It was only recently that I read comments in the media from President of the Family Division, Sir James Munby, about the significant increase in the volume of care cases being dealt with by the courts.
He openly expressed concern about the rise in costs, particularly the longstanding practice of children in care proceedings being represented by a Guardian appointed from CAFCASS, and in court by a solicitor upon instruction from the Guardian. Potentially this is a doubling up of effort!
However, whilst expressing his concern, the President nevertheless felt that this was a practice which should essentially remain in place. The roles of the Guardian and the child’s solicitor are very different, and it’s difficult to see how one role could interlink with the other.
The President also referred to the significant rise in care cases, with an increase in a single year of 35 per cent in 2009-10 with the overall increase over a 5 year period up to 2015 of 26 per cent.
Will the impact of such an increase bring the courts to crisis point? The President certainly thinks so – and with good reason. Courts will struggle to cope with what, based on current trend, is likely to be a continued increase.
There is no clear view as to why the volume has increased so dramatically. Ultimately, it’s the decision of the Local Authority as to whether care proceedings are issued or not.
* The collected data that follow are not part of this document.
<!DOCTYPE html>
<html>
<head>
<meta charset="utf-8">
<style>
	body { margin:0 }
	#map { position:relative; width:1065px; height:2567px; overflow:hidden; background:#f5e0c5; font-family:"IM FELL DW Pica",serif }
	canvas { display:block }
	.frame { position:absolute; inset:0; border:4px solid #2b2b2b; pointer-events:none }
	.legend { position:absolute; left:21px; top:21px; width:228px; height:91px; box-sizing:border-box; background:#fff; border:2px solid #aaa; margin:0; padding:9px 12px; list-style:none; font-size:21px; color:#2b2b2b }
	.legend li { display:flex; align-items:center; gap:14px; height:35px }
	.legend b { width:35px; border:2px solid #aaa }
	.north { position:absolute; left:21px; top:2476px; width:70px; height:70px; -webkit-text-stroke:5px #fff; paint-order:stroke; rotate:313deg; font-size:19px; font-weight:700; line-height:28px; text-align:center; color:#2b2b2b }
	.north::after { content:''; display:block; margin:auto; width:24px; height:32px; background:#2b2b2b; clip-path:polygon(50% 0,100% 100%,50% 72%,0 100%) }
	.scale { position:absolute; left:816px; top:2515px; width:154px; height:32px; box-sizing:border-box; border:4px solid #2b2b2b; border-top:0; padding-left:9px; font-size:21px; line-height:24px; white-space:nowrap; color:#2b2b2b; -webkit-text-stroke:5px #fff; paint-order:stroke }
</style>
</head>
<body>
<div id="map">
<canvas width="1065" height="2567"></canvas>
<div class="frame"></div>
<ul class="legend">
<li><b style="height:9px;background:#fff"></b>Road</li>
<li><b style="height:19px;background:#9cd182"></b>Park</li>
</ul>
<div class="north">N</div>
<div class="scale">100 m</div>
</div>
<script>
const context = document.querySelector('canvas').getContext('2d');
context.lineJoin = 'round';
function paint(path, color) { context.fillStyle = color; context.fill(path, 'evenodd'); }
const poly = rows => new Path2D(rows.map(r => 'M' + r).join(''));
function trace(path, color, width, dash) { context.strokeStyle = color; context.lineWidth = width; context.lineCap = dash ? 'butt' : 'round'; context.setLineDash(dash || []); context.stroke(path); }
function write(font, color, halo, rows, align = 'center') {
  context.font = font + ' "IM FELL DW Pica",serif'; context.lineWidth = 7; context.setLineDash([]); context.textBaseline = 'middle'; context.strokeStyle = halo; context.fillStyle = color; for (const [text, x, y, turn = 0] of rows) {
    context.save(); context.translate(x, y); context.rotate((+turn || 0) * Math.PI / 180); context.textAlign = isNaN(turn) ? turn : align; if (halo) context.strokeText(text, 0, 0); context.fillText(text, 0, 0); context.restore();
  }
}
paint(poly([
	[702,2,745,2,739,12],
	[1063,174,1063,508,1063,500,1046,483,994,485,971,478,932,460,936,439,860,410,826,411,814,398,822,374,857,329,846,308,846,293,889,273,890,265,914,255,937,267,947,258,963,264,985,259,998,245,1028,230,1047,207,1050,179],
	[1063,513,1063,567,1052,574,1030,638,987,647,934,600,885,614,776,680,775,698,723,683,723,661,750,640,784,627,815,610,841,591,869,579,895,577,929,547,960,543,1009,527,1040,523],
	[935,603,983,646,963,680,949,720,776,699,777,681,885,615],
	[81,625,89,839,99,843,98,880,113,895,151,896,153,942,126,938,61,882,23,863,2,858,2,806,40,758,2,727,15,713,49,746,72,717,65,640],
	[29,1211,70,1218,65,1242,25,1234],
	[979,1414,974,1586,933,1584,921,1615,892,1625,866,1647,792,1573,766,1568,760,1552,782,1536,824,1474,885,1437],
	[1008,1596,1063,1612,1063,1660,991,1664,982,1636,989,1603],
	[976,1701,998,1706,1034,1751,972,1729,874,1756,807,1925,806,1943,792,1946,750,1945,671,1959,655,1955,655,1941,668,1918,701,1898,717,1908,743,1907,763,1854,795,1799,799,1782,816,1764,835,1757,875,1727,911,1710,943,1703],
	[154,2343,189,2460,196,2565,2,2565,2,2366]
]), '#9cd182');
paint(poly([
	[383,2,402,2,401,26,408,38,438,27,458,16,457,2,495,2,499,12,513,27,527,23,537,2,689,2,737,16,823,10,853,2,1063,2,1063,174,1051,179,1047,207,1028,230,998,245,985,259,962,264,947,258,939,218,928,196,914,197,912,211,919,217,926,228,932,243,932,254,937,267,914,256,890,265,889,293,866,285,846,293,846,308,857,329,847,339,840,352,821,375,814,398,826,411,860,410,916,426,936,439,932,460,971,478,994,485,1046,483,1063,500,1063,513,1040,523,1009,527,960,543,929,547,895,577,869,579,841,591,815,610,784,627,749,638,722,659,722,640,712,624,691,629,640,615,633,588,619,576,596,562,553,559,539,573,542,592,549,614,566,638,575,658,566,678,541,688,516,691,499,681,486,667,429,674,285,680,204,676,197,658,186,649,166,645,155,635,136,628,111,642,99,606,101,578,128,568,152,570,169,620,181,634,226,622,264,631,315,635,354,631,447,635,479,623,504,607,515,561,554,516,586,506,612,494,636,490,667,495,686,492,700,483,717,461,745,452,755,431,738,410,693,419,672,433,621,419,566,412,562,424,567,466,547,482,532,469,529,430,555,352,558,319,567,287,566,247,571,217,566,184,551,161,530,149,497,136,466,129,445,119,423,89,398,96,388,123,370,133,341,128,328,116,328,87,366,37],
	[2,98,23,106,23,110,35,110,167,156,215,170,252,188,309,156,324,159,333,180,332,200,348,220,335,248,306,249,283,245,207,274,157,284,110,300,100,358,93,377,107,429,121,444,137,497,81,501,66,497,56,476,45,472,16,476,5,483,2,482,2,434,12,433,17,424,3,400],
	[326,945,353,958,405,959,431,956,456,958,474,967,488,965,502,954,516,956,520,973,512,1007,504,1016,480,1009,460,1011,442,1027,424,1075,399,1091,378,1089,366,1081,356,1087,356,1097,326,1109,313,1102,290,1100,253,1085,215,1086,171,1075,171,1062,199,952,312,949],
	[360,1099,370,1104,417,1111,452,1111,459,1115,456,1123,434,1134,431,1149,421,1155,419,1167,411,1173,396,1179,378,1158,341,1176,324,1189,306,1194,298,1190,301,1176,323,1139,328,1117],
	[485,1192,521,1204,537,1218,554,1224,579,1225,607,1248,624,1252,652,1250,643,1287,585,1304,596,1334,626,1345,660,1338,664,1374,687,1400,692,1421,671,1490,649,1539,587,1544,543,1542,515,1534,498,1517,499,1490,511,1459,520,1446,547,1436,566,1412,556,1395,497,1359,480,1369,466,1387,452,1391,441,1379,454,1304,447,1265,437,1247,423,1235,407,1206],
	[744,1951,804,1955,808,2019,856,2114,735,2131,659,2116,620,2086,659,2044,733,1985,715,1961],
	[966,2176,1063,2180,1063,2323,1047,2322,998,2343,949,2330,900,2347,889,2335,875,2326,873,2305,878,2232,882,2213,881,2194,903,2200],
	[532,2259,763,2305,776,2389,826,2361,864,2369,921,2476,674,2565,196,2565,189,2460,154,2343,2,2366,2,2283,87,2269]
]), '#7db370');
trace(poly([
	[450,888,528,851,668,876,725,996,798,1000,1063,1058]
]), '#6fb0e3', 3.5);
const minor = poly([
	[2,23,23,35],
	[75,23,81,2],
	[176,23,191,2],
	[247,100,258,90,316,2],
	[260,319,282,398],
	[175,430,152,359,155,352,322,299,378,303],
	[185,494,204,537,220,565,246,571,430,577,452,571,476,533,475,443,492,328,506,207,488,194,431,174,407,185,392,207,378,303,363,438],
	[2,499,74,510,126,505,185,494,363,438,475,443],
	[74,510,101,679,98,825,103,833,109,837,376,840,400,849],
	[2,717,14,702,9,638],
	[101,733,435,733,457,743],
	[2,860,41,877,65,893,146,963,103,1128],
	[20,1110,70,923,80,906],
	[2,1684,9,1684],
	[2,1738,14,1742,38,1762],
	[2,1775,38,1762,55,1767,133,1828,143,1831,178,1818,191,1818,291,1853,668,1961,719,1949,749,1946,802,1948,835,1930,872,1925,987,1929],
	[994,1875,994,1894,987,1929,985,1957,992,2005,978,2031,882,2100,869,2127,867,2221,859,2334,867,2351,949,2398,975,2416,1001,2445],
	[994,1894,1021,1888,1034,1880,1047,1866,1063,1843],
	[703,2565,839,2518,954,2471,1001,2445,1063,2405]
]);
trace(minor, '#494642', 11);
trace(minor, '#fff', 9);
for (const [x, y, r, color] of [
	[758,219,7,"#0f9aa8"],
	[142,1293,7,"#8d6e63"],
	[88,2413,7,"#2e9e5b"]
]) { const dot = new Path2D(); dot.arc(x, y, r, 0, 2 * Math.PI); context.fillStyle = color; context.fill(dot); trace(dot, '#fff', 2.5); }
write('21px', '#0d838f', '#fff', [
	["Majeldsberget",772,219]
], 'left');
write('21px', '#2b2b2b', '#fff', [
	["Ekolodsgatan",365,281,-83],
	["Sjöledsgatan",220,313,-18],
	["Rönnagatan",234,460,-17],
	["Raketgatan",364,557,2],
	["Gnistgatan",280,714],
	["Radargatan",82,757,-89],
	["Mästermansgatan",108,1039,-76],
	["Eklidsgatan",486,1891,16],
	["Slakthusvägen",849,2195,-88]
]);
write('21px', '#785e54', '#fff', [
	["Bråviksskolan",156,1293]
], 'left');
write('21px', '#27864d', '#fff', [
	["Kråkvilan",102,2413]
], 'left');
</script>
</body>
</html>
Therefore the increase in cases must relate to the decision making process of each Local Authority.
Either we are experiencing a huge increase in cases of alleged neglect or abuse that require court intervention (although it is difficult to see how this alone could account for such a rise), or there is a perception on the Local Authority that proceedings should be issued, and sooner rather than later.
Partly this could be as a result of criticism from the courts about the overuse of Section 20 of the Children Act 1989 which provides for voluntary accommodation. This was only ever intended to be a short term measure while assessments are carried out and not, as is sometimes the case, to be used for several years.
Are we also witnessing an element of self-protection? High profile public enquiries following deaths of children (particularly “Baby P”) may have made it more likely for the Local Authority to want to formalise their involvement by putting matters in the hands of the court for a decision.
Whatever the reasons, they are complex. It is expected that the courts will need to revise their practices; perhaps re-deploy Judges to the most pressurised courts, and to seek to resolve cases more quickly and efficiently – although there is of course already a requirement for cases to be concluded within 26 weeks.